This is indeed all hard to believe when the direct environment and what one can see with ones own eyes does not match the news (may that be the opposite sources). For my own city I can tell that since we moved to the outer skirt - apart from the center and more wealthy areas - I'd say the foreign population in this part of town is about 80 percent. I sometimes feel like a foreigner myself. Though I need to tell that there can not be seen open crime and no gangs stealing or threatening. I don't know, maybe I am too isolated.

I do not share the fear of foreign peoples, we are since the last war a country of immigrants. My stance on it is that if a culture gives up on its own values and traditions it will leave not much trace of itself in the long run. We are in this run, I suppose.

Since I grew up with a certain amount of tradition, I have the direct comparison between city life and village life.

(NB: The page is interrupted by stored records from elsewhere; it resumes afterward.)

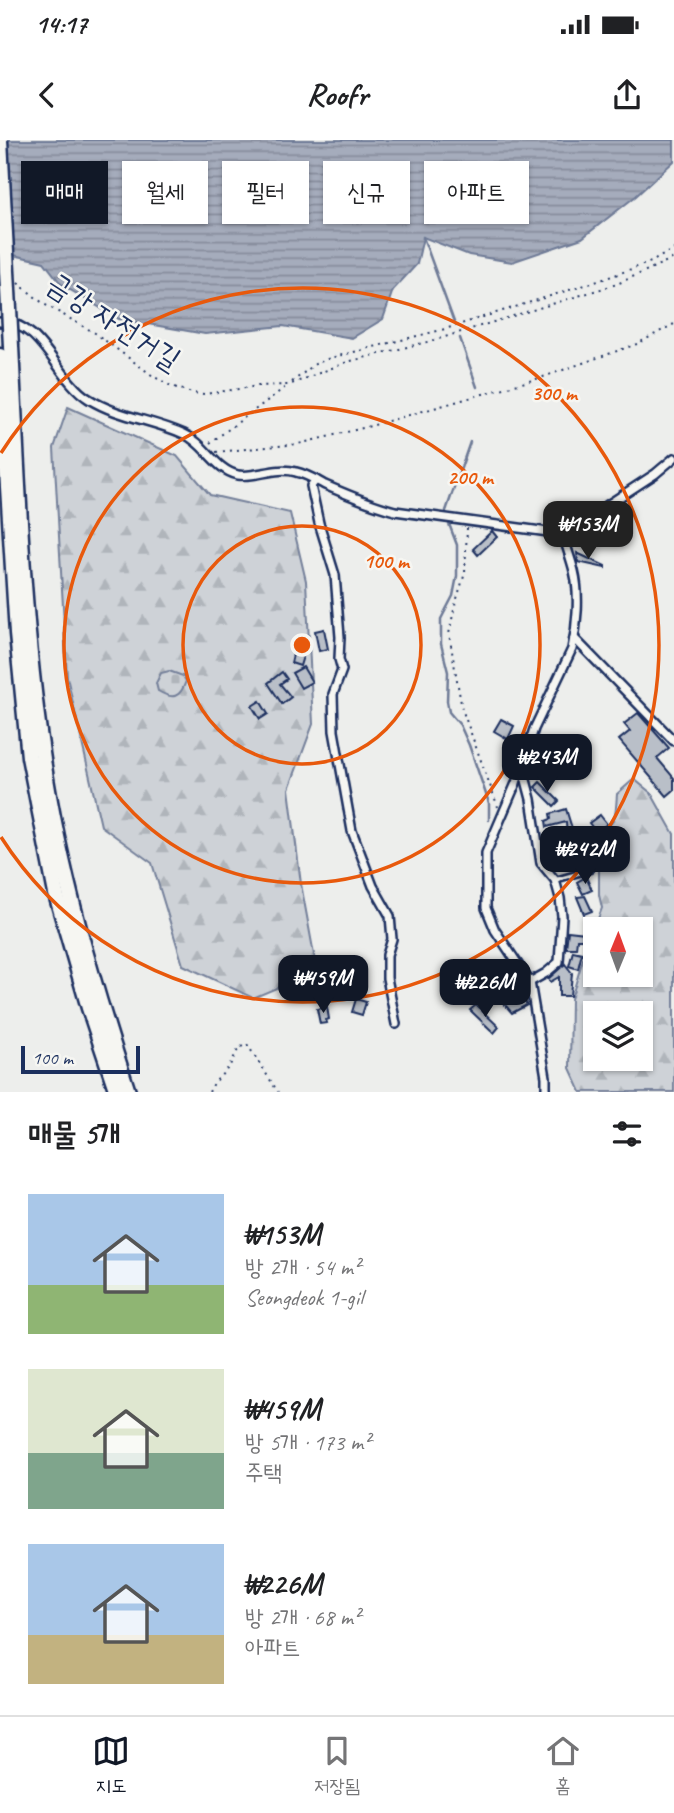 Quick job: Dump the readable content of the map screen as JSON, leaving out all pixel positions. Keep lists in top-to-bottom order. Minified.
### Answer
{"streets":{"path":["금강 자전거길"]},"scale_bar":"100 m","north":"top","page":{"status":"14:17","header":"Roofr","chip":["매매","월세","필터","신규","아파트"],"price":["₩153M","₩243M","₩242M","₩459M","₩226M"],"scale":"100 m","heading":"매물 5개","list":[{"name":"₩153M","note":"방 2개 · 54 m² · Seongdeok 1-gil"},{"name":"₩459M","note":"방 5개 · 173 m² · 주택"},{"name":"₩226M","note":"방 2개 · 68 m² · 아파트"}],"tabs":["지도","저장됨","홈"]},"rings":["300 m","200 m","100 m"]} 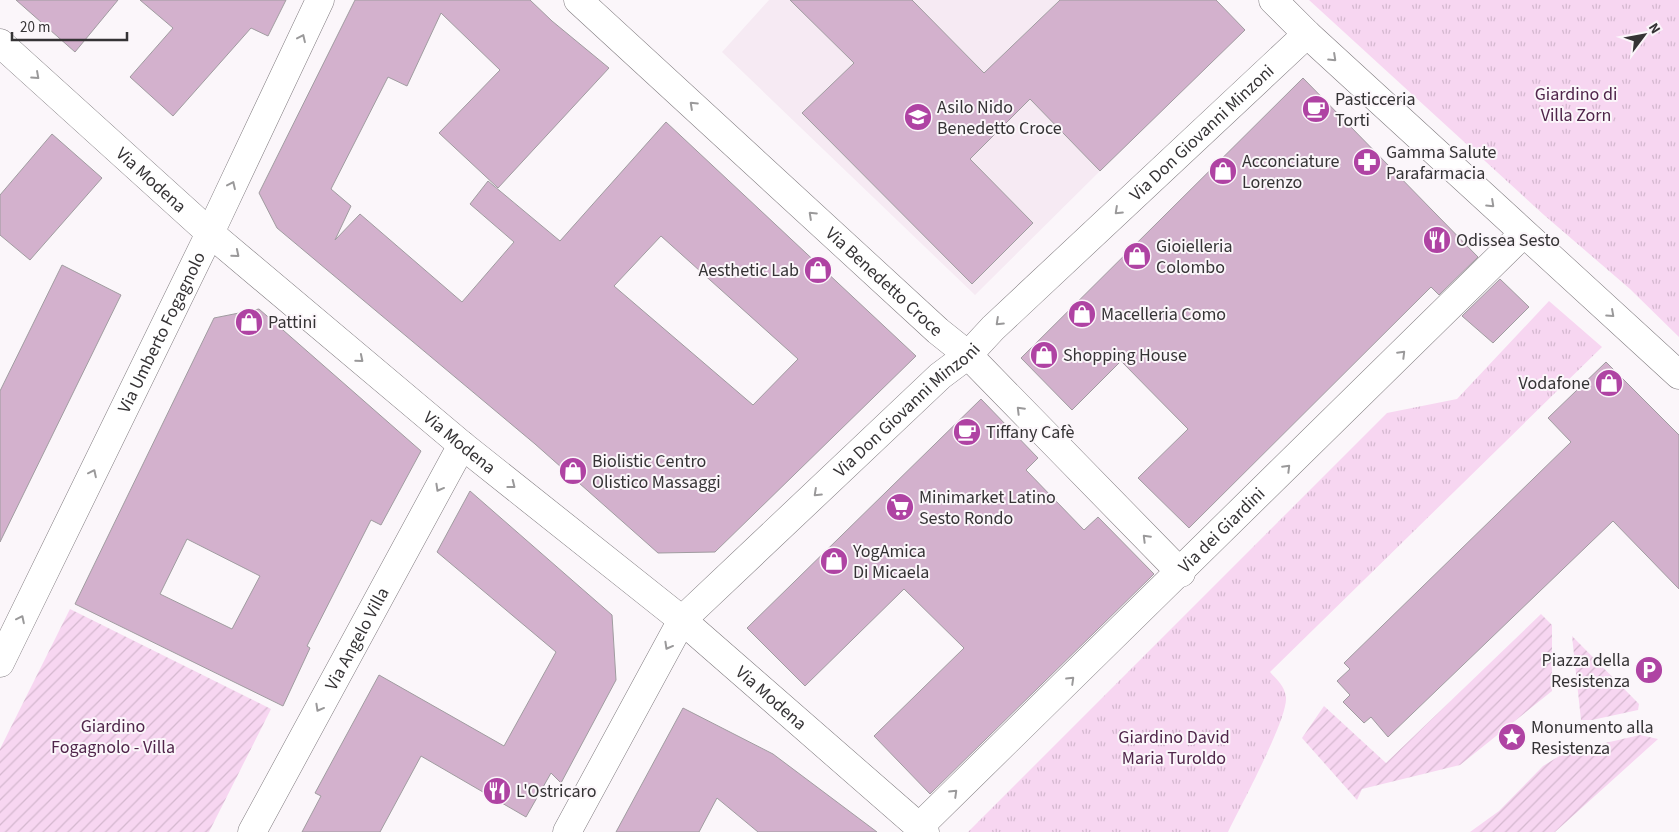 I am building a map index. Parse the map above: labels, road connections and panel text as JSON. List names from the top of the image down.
{
  "streets": {
    "street": [
      "Via Don Giovanni Minzoni",
      "Via Modena",
      "Via Benedetto Croce",
      "Via Umberto Fogagnolo",
      "Via dei Giardini",
      "Via Angelo Villa"
    ]
  },
  "crossings": [
    ["Via Don Giovanni Minzoni", "Via Modena"],
    ["Via Don Giovanni Minzoni", "Via Benedetto Croce"],
    ["Via Modena", "Via Umberto Fogagnolo"],
    ["Via Modena", "Via dei Giardini"],
    ["Via Modena", "Via Angelo Villa"],
    ["Via Benedetto Croce", "Via dei Giardini"]
  ],
  "one_way": [
    "Via Don Giovanni Minzoni",
    "Via Modena",
    "Via Benedetto Croce",
    "Via Umberto Fogagnolo",
    "Via dei Giardini",
    "Via Angelo Villa"
  ],
  "parks": ["Giardino di Villa Zorn", "Giardino Fogagnolo - Villa", "Giardino David Maria Turoldo"],
  "places": {
    "cafe": ["Pasticceria Torti", "Tiffany Cafè"],
    "school or university": ["Asilo Nido Benedetto Croce"],
    "pharmacy": ["Gamma Salute Parafarmacia"],
    "shop": [
      "Acconciature Lorenzo",
      "Gioielleria Colombo",
      "Aesthetic Lab",
      "Macelleria Como",
      "Pattini",
      "Shopping House",
      "Vodafone",
      "Biolistic Centro Olistico Massaggi",
      "YogAmica Di Micaela"
    ],
    "restaurant": ["Odissea Sesto", "L'Ostricaro"],
    "supermarket": ["Minimarket Latino Sesto Rondo"],
    "parking": ["Piazza della Resistenza"],
    "place": ["Monumento alla Resistenza"]
  },
  "scale_bar": "20 m",
  "north": "top right"
}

The citizens have not much culture on their own. They don't care and I must admit that I did not care myself. Material prosperity and wealth makes those meaningful rituals and traditions obsolete. All went and still goes to commerce. It is sad, though. Only now, as I became an old person, I see things more clearly.

I now understand my mother much better, since they had the much greater culture shock as Germans who emigrated into Ukraine a long time ago, but were forced to flee and then were imprisoned and then went back to their former home land in the early 70s. Just to find it in such change that it was unbelievable for them. So they stuck to their own (Russian Germans) and Christianity.

Just to add some thoughts in here.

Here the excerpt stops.